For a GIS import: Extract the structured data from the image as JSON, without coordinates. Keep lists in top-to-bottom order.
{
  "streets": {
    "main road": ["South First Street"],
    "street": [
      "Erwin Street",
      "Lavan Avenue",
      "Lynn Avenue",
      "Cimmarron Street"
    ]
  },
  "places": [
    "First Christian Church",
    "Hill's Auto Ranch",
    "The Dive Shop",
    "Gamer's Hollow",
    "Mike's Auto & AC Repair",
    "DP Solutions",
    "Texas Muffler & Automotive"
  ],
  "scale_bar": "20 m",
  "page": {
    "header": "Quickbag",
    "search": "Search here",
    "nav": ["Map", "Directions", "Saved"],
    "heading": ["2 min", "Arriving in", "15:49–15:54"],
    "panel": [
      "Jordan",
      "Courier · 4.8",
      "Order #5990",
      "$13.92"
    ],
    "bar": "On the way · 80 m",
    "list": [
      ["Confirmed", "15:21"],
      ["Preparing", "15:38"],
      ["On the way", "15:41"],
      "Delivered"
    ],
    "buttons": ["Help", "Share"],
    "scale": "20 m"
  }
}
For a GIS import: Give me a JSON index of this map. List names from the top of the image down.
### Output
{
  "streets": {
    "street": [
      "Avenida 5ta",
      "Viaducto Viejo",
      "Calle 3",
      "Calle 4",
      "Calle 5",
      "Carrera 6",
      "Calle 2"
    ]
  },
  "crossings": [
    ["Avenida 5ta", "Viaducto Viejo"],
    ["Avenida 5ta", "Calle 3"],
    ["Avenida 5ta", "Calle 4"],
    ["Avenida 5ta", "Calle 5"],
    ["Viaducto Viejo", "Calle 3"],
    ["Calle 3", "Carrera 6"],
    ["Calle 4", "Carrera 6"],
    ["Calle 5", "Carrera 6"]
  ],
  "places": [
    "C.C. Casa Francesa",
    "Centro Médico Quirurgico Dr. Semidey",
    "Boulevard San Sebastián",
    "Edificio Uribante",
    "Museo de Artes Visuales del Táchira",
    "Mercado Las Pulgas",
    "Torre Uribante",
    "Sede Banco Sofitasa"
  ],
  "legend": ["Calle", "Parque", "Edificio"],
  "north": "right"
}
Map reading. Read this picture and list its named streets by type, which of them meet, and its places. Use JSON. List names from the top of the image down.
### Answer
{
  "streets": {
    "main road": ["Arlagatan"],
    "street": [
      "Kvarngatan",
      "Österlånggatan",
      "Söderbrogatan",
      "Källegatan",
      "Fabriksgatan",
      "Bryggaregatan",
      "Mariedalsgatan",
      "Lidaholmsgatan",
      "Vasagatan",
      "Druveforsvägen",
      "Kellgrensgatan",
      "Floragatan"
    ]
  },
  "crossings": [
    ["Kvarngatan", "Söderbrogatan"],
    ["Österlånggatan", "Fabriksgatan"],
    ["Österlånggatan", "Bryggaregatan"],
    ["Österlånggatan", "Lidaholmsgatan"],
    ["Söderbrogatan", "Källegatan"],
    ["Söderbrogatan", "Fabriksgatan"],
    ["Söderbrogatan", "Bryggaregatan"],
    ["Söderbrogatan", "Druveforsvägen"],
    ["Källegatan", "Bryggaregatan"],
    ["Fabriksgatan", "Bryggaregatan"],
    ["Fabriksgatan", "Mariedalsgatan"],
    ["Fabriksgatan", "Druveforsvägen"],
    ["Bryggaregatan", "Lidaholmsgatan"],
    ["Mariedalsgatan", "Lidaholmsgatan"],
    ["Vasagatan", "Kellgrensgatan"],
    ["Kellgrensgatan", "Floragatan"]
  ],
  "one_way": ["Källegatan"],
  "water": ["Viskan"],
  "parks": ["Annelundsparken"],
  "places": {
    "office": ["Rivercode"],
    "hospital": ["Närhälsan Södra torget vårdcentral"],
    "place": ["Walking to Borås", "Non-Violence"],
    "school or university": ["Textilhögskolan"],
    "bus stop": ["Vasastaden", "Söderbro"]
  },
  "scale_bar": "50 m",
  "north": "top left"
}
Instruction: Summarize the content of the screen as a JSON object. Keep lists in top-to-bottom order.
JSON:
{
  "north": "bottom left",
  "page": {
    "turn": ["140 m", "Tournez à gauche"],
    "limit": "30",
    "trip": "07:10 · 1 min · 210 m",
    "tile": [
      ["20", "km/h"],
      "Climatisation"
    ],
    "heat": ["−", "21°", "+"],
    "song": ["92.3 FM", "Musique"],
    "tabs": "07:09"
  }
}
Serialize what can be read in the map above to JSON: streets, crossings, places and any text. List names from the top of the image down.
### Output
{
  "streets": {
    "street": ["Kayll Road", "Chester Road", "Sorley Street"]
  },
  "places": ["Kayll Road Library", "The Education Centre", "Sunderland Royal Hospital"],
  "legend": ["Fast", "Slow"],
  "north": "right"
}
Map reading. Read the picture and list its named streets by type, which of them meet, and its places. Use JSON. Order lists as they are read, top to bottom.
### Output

* [Work instructions]:
From the first line of the data above through the line containing "Map reading. Read this", set each line down again exactly; include both ends and omit everything else.

* [Task result]:
For a GIS import: Extract the structured data from the image as JSON, without coordinates. Keep lists in top-to-bottom order.
{
  "streets": {
    "main road": ["South First Street"],
    "street": [
      "Erwin Street",
      "Lavan Avenue",
      "Lynn Avenue",
      "Cimmarron Street"
    ]
  },
  "places": [
    "First Christian Church",
    "Hill's Auto Ranch",
    "The Dive Shop",
    "Gamer's Hollow",
    "Mike's Auto & AC Repair",
    "DP Solutions",
    "Texas Muffler & Automotive"
  ],
  "scale_bar": "20 m",
  "page": {
    "header": "Quickbag",
    "search": "Search here",
    "nav": ["Map", "Directions", "Saved"],
    "heading": ["2 min", "Arriving in", "15:49–15:54"],
    "panel": [
      "Jordan",
      "Courier · 4.8",
      "Order #5990",
      "$13.92"
    ],
    "bar": "On the way · 80 m",
    "list": [
      ["Confirmed", "15:21"],
      ["Preparing", "15:38"],
      ["On the way", "15:41"],
      "Delivered"
    ],
    "buttons": ["Help", "Share"],
    "scale": "20 m"
  }
}
For a GIS import: Give me a JSON index of this map. List names from the top of the image down.
### Output
{
  "streets": {
    "street": [
      "Avenida 5ta",
      "Viaducto Viejo",
      "Calle 3",
      "Calle 4",
      "Calle 5",
      "Carrera 6",
      "Calle 2"
    ]
  },
  "crossings": [
    ["Avenida 5ta", "Viaducto Viejo"],
    ["Avenida 5ta", "Calle 3"],
    ["Avenida 5ta", "Calle 4"],
    ["Avenida 5ta", "Calle 5"],
    ["Viaducto Viejo", "Calle 3"],
    ["Calle 3", "Carrera 6"],
    ["Calle 4", "Carrera 6"],
    ["Calle 5", "Carrera 6"]
  ],
  "places": [
    "C.C. Casa Francesa",
    "Centro Médico Quirurgico Dr. Semidey",
    "Boulevard San Sebastián",
    "Edificio Uribante",
    "Museo de Artes Visuales del Táchira",
    "Mercado Las Pulgas",
    "Torre Uribante",
    "Sede Banco Sofitasa"
  ],
  "legend": ["Calle", "Parque", "Edificio"],
  "north": "right"
}
Map reading. Read this picture and list its named streets by type, which of them meet, and its places. Use JSON. List names from the top of the image down.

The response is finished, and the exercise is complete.